- _Task objective_: Copy all lines containing the string "overflow" from the records below.

========================================

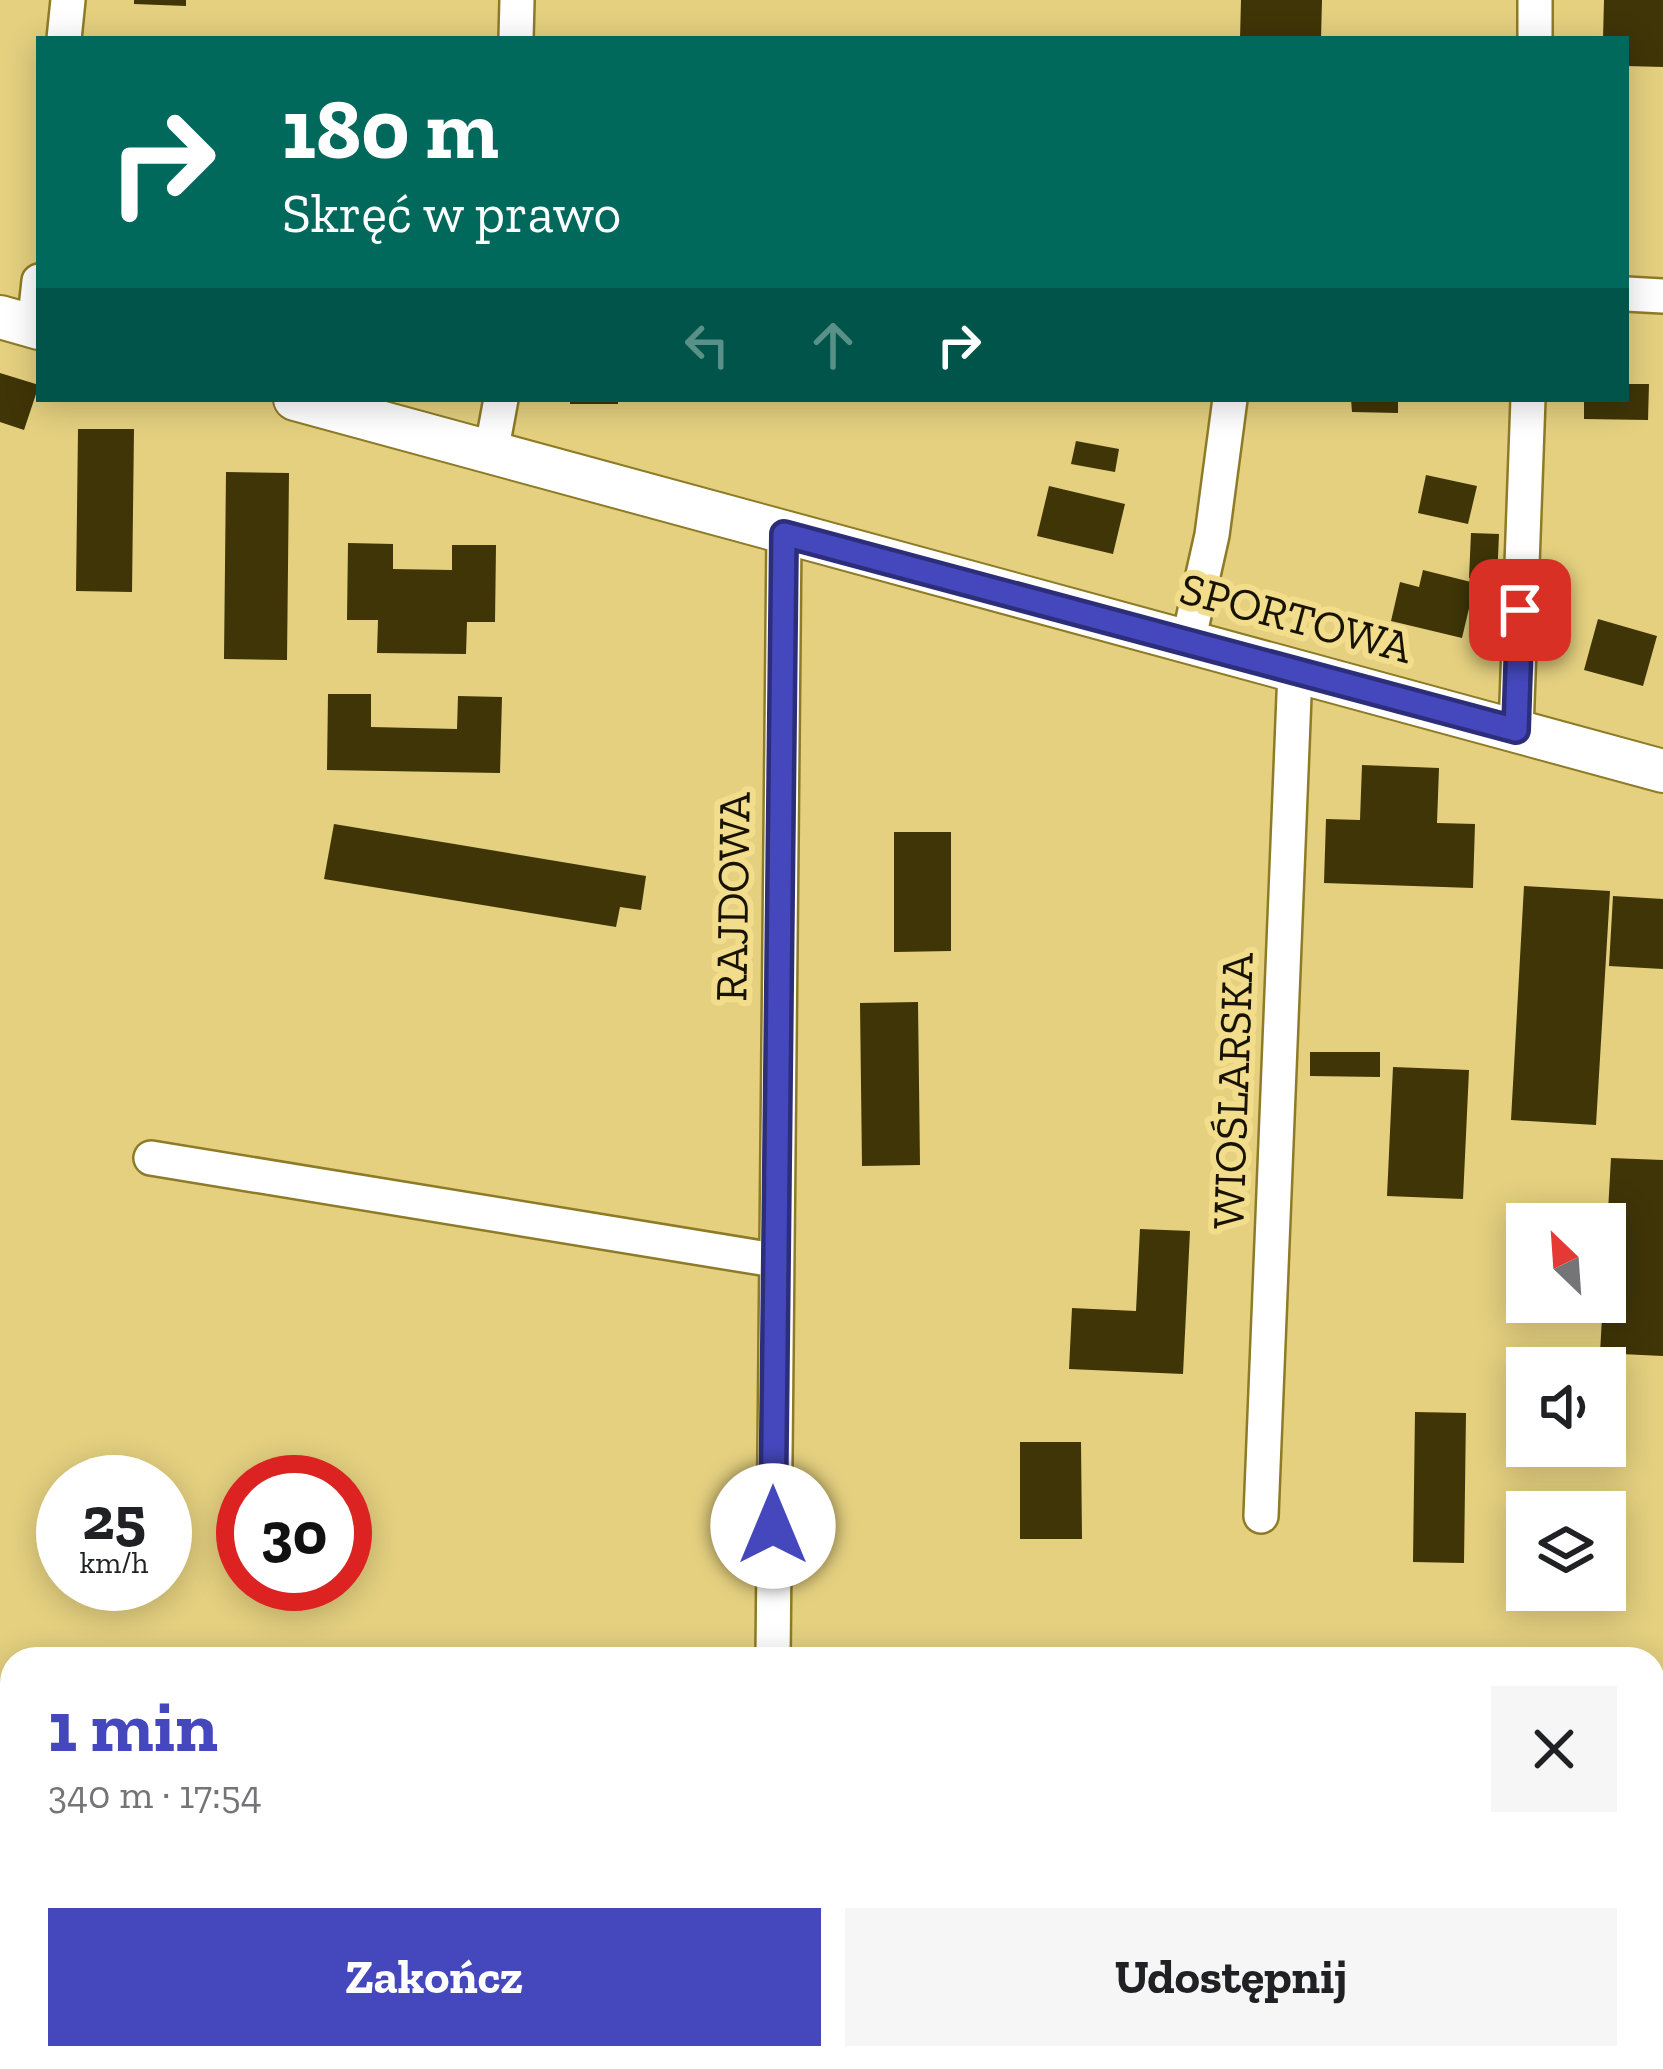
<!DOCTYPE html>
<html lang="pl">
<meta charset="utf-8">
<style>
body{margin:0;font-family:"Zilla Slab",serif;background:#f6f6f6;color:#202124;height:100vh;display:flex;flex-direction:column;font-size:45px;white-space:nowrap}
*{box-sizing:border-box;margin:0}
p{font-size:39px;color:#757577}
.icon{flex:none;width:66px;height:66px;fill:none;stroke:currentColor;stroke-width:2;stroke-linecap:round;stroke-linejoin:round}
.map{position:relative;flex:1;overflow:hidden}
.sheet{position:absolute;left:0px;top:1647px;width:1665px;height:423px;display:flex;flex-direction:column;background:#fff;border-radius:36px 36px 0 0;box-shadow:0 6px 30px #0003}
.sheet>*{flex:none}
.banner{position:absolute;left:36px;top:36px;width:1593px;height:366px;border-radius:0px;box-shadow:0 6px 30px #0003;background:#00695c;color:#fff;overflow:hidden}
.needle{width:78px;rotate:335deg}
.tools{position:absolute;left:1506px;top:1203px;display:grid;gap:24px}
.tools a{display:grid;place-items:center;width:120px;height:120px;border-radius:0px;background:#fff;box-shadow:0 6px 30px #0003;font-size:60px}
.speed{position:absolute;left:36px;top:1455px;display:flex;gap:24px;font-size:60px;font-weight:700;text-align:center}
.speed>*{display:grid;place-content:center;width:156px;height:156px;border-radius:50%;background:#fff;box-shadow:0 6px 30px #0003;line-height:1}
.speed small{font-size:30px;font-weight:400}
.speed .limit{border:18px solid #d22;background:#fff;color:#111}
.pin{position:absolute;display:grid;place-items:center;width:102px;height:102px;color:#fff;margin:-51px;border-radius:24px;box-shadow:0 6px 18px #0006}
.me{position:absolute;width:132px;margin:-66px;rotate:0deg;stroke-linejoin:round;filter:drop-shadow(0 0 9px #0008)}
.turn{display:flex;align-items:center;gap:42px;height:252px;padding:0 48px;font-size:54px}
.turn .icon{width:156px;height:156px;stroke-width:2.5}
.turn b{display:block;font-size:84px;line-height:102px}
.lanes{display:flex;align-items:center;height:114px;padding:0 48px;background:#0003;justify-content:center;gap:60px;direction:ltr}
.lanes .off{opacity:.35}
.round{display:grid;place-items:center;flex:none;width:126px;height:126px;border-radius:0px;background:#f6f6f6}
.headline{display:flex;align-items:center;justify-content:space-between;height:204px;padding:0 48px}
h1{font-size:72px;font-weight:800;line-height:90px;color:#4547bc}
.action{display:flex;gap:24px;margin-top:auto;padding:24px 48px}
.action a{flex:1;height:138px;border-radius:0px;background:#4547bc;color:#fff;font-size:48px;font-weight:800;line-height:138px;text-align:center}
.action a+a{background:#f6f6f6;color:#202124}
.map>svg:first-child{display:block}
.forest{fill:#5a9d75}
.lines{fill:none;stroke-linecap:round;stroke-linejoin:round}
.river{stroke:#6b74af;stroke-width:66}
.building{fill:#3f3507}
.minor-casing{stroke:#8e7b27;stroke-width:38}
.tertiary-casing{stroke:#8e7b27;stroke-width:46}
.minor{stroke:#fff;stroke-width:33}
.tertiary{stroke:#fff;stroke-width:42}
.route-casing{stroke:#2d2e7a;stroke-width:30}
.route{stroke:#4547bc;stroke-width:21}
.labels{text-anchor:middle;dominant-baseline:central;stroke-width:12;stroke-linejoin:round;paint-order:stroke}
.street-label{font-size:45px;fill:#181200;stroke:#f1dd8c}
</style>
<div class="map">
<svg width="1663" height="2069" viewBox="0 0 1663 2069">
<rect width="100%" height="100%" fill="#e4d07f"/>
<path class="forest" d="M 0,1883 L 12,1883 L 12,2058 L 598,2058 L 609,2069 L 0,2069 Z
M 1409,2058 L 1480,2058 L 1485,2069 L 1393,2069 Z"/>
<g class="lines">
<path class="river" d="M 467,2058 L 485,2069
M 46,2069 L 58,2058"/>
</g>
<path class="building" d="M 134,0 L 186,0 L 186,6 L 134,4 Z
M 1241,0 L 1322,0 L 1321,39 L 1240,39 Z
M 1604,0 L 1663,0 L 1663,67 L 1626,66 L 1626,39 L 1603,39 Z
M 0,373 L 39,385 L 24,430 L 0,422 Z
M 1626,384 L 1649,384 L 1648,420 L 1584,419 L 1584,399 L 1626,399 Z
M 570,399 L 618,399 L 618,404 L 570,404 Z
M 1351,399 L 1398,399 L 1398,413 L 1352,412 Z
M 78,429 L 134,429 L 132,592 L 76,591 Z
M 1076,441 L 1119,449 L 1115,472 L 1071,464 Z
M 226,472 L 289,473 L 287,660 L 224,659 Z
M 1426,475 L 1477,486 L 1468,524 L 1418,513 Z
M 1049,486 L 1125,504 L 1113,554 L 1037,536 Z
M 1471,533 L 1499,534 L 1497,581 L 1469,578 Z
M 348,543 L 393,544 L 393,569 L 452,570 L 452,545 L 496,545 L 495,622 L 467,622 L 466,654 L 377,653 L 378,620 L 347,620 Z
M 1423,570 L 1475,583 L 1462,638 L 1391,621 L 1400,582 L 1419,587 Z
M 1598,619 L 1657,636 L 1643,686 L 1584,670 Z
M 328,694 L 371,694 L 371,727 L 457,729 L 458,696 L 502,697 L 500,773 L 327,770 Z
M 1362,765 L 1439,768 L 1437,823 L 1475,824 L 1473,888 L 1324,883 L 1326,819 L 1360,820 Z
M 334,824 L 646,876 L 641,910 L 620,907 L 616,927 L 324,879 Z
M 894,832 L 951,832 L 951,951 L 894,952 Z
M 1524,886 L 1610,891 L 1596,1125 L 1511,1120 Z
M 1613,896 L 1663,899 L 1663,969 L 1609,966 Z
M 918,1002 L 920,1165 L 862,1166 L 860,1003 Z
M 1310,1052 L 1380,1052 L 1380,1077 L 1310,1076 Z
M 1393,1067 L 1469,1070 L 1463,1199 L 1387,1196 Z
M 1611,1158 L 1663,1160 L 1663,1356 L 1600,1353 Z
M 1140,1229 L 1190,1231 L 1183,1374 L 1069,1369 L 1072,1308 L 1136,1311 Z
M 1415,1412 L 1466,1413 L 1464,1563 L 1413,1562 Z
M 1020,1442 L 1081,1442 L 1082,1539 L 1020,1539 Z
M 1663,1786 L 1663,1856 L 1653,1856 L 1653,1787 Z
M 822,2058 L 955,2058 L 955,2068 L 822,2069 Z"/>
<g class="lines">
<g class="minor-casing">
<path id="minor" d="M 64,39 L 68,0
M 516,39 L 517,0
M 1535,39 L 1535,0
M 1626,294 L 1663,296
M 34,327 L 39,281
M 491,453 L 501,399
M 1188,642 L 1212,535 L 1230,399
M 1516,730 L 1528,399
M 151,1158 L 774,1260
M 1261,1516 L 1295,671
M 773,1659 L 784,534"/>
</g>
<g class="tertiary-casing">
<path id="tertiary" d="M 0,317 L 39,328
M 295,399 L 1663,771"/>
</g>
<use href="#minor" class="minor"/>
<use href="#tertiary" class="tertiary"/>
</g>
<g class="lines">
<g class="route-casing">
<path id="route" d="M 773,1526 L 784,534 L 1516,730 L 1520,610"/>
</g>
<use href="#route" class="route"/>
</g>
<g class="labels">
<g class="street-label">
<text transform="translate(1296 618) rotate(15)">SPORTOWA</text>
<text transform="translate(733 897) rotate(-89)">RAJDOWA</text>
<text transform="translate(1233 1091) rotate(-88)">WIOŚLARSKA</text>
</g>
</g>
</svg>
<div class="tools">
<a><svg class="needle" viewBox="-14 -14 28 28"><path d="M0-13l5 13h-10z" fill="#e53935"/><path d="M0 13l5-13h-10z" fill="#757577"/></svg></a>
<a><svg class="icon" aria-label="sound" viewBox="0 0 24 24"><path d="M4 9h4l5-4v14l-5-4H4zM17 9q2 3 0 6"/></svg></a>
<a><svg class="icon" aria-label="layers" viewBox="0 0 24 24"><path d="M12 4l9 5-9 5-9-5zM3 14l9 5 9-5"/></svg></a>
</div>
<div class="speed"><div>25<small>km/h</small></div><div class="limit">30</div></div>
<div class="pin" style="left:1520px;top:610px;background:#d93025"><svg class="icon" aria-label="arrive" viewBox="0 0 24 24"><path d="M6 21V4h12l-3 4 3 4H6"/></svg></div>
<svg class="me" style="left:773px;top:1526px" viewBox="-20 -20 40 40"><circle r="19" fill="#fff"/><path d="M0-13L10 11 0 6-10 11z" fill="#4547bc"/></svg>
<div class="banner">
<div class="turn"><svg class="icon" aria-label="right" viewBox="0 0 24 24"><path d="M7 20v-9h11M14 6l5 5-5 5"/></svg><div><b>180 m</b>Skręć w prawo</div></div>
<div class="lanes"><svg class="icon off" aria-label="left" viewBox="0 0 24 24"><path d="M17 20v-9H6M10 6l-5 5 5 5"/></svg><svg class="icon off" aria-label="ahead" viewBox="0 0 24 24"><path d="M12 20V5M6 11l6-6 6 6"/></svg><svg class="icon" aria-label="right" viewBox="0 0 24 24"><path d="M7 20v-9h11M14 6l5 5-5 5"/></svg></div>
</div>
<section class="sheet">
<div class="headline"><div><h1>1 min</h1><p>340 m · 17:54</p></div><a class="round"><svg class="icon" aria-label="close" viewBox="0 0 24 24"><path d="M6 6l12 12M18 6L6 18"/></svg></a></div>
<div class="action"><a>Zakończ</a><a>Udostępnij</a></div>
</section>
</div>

========================================

- _Output_:
.map{position:relative;flex:1;overflow:hidden}
.banner{position:absolute;left:36px;top:36px;width:1593px;height:366px;border-radius:0px;box-shadow:0 6px 30px #0003;background:#00695c;color:#fff;overflow:hidden}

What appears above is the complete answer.